» Your instructions
Check each line below for "lineWidth" and report how many have it, nothing else.

» Collected data entries
──────

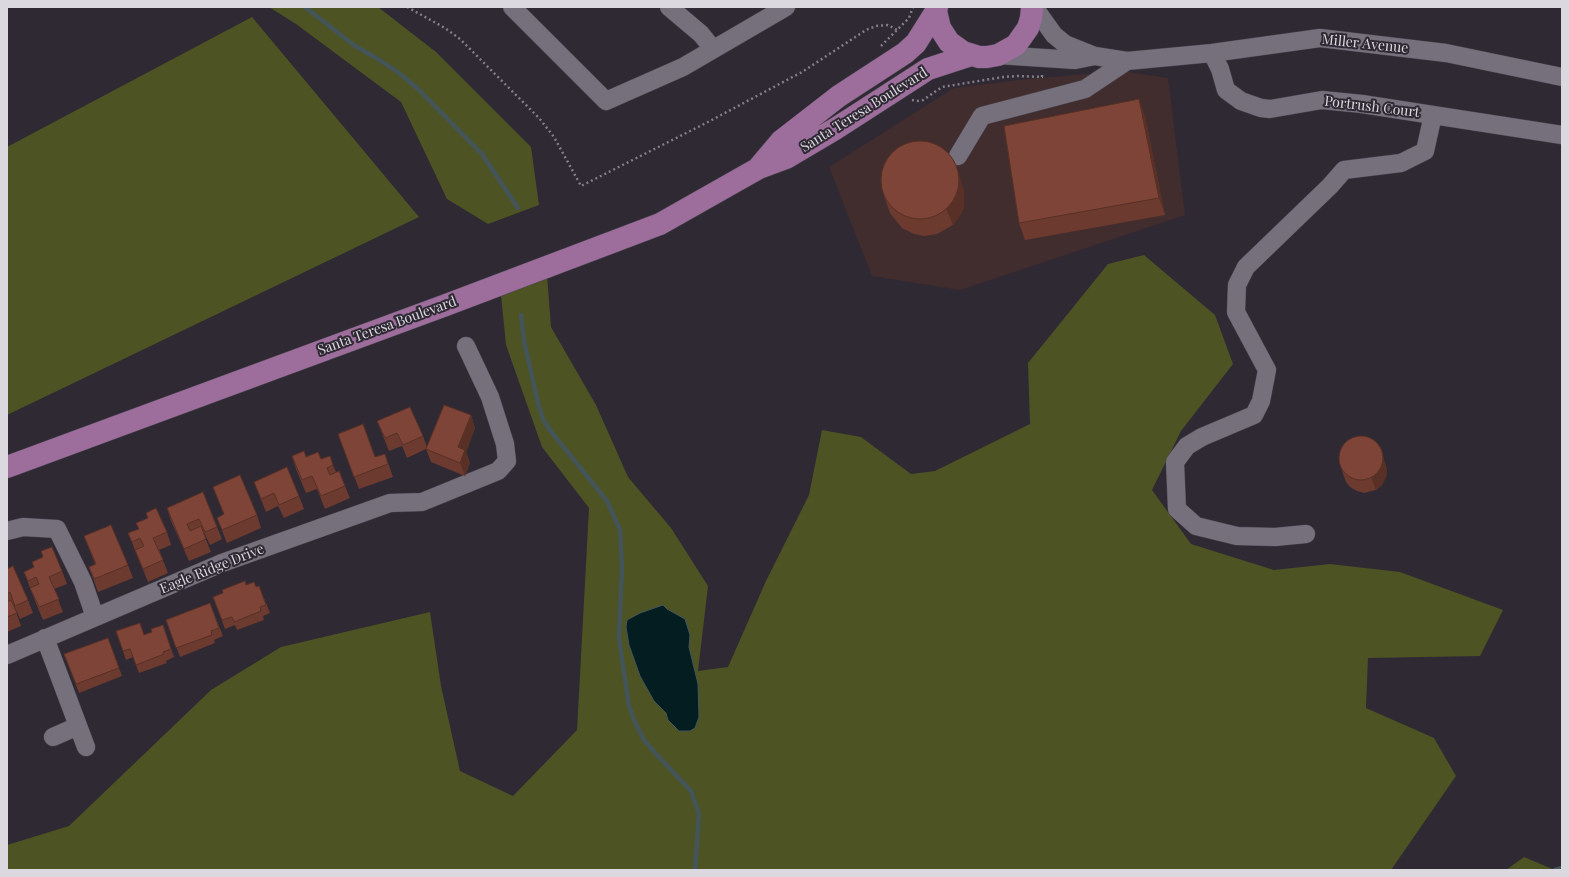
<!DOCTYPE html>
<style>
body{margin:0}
#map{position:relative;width:1569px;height:877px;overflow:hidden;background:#2f2934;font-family:"Playfair Display",serif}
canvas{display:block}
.frame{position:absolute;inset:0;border:8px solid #dbd8df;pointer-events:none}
</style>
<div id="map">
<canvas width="1569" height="877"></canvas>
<div class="frame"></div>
</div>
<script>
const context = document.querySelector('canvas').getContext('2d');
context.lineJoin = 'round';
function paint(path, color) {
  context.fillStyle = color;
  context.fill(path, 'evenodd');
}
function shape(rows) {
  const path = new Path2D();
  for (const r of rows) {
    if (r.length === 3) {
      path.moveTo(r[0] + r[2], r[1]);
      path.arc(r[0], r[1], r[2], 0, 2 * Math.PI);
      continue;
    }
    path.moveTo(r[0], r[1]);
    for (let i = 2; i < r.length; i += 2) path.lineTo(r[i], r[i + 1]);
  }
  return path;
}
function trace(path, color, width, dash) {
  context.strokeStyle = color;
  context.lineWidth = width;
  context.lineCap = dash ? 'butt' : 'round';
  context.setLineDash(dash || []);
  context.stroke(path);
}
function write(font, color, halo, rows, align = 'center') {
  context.font = font + ' "Playfair Display",serif';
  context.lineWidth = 4;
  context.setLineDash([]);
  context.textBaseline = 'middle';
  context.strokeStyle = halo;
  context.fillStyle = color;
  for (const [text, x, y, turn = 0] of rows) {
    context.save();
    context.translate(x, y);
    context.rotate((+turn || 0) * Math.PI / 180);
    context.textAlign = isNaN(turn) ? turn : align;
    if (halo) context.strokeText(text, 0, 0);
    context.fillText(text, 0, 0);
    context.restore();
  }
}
paint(shape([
 [1121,71,1168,78,1185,215,960,290,872,276,829,167,954,88,1018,80]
]), '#412d2d');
paint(shape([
 [269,7,378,7,436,52,531,147,539,205,488,224,447,199,401,102,296,24],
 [252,17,419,217,7,415,7,147],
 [1144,255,1215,315,1233,364,1181,431,1152,490,1191,544,1274,570,1330,564,1400,572,1503,610,1480,656,1368,658,1366,708,1434,738,1456,776,1391,870,7,870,7,845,69,826,211,690,281,647,430,612,441,686,460,771,513,796,577,730,589,508,542,447,506,345,501,295,547,275,551,327,596,405,628,477,671,528,708,586,698,671,728,667,766,581,809,495,822,430,861,437,911,474,935,471,1030,424,1028,363,1108,264],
 [1524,857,1555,870,1506,870]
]), '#4d5322');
const water = shape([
 [663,605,667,609,685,619,690,635,689,647,698,684,699,717,695,728,690,731,679,731,668,720,666,713,654,701,640,676,629,645,626,627,627,620,640,613,663,605]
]);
paint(water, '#031d21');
trace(water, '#44555a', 1);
trace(shape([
 [305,7,355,46,378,59,399,73,418,89,482,154,518,208],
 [521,315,524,341,538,403,543,419,549,429,607,501,620,530,622,568,619,638,629,706,634,720,644,740,657,755,691,791,699,814,695,870],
 [1555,870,1562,868]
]), '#44555a', 4.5);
const minor = shape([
 [512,7,606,101,683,67,786,7],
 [669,7,701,34,713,49],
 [1034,7,1054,35,1065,44,1095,56,1127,61,1212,53,1320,38,1446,53,1562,77],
 [1212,53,1220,69,1226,90,1241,101,1261,108,1270,109,1322,100,1362,104,1562,135],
 [998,55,1075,60,1095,56],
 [958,156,982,116,1085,89,1127,61],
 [7,531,23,527,57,529,83,582,95,617],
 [1306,534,1275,537,1237,536,1196,526,1177,509,1175,462,1187,446,1202,437,1254,415,1261,401,1267,370,1236,312,1237,285,1246,267,1330,186,1344,170,1401,163,1425,151,1433,115],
 [45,638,86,747],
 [7,655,222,563,390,503,422,502,498,471,507,461,505,444,490,397,466,346],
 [53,737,78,726]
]);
const major = shape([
 [937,7,936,11,940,28,949,42,963,52,979,57,987,57,998,55,1016,45,1028,28,1031,18,1032,7],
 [759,167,781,141,839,96,905,53,916,43,936,11],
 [7,467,446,305,660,224,759,168,786,158,835,129,928,69,971,55]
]);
trace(minor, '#4a454f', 19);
trace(major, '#4a454f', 23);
trace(shape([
 [407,7,445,28,460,39,539,118,554,137,581,186,708,122,802,72,866,30,876,26,888,25,897,30],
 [881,46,909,18,913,7],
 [912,100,917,101,923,100,942,87,1003,77,1018,76,1042,77,1042,72]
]), '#827d86', 2.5, [2, 3]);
trace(minor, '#76707d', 18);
trace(major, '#9d6d9c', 22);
paint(shape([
 [1145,116,1165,215,1025,240,1019,223],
 [954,161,964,191,964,207,961,214,953,225,937,234,924,236,914,234,902,228,890,213,884,196],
 [471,415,475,428,466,452,470,463,465,476,431,462,426,449,407,458,402,446,389,451,377,421,423,436,427,447],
 [338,434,375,457,385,454,393,477,359,489],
 [1380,446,1387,470,1386,477,1382,485,1376,490,1364,493,1357,491,1350,487,1346,482,1339,462],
 [292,456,306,457,321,459,333,465,336,472,345,486,350,498,325,509,317,489,306,493,296,469],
 [254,482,299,496,304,509,284,518,278,506,266,512],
 [213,487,257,515,261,528,227,543,217,518,224,515],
 [203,492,217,527,222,539,210,545,204,532,203,532,211,552,189,561,171,521,167,508],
 [136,523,167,532,171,545,159,550,168,573,148,582,128,533,139,529],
 [84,536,128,565,133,578,98,592,89,567,95,564],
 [32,562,62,571,67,584,54,589,63,612,43,620,35,601,24,572,34,568],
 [7,569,28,600,33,613,20,619,14,605,14,606,21,626,7,632],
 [246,585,256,587,259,586,270,613,263,616,264,620,237,630,235,625,225,629,213,597],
 [210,603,223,636,214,640,215,643,180,657,166,620],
 [163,625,174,657,166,661,167,663,139,673,133,657,126,660,116,631,144,635,152,632],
 [108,638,122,676,79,693,64,654]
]), '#6c3a2f');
paint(shape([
 [1139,99,1145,116,1165,215,1159,198],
 [954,161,964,191,964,207,961,214,953,225,946,208],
 [471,415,475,428,466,452,470,463,465,476,460,463,458,447],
 [1380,446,1387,470,1386,477,1382,485,1376,490,1371,477]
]), '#583026');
const building = shape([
 [1139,99,1159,198,1019,223,1004,126,1139,99],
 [920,180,39],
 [444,405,471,415,458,447,465,450,460,463,426,449,444,405],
 [410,407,423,436,403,445,397,433,385,438,377,421,410,407],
 [363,424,375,457,385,454,388,464,354,477,338,434,363,424],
 [1361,458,22],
 [304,451,306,457,318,452,321,459,330,456,333,465,327,468,330,475,339,471,345,486,321,496,312,476,302,480,292,456,304,451],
 [287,467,299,496,279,505,274,493,261,499,254,482,287,467],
 [240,475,257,515,222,530,217,518,224,514,213,487,240,475],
 [203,492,217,527,205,532,199,519,187,524,190,531,201,526,206,539,184,549,167,508,203,492],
 [156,508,167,532,153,538,163,560,143,569,135,550,144,546,140,538,132,542,128,533,139,529,136,523,148,518,146,513,156,508],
 [111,525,128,565,94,579,89,567,96,564,84,536,111,525],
 [52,547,62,571,49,577,59,599,39,607,30,588,39,584,36,577,28,581,24,572,34,567,32,562,43,557,41,551,52,547],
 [13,566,28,600,15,606,10,592,7,594,7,569,13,566],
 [245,581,246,585,254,582,256,587,259,586,266,605,260,607,261,611,234,622,232,617,222,620,213,597,223,593,222,590,245,581],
 [11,600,17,613,7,617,7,602,11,600],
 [210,603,219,628,211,631,212,635,176,648,166,620,210,603],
 [140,623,144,635,152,632,151,629,163,625,171,649,163,652,164,654,136,665,130,649,123,651,116,631,140,623],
 [108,638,119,668,76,684,64,654,108,638]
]);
paint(building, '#7d4437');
trace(building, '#583026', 1);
write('14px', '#dbd8df', '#2f2934', [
 ["Miller Avenue",1365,44,6],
 ["Portrush Court",1372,107,7],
 ["Santa Teresa Boulevard",864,110,-32],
 ["Santa Teresa Boulevard",387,326,-20],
 ["Eagle Ridge Drive",212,569,-22]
]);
</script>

──────

» Response to this exercise
2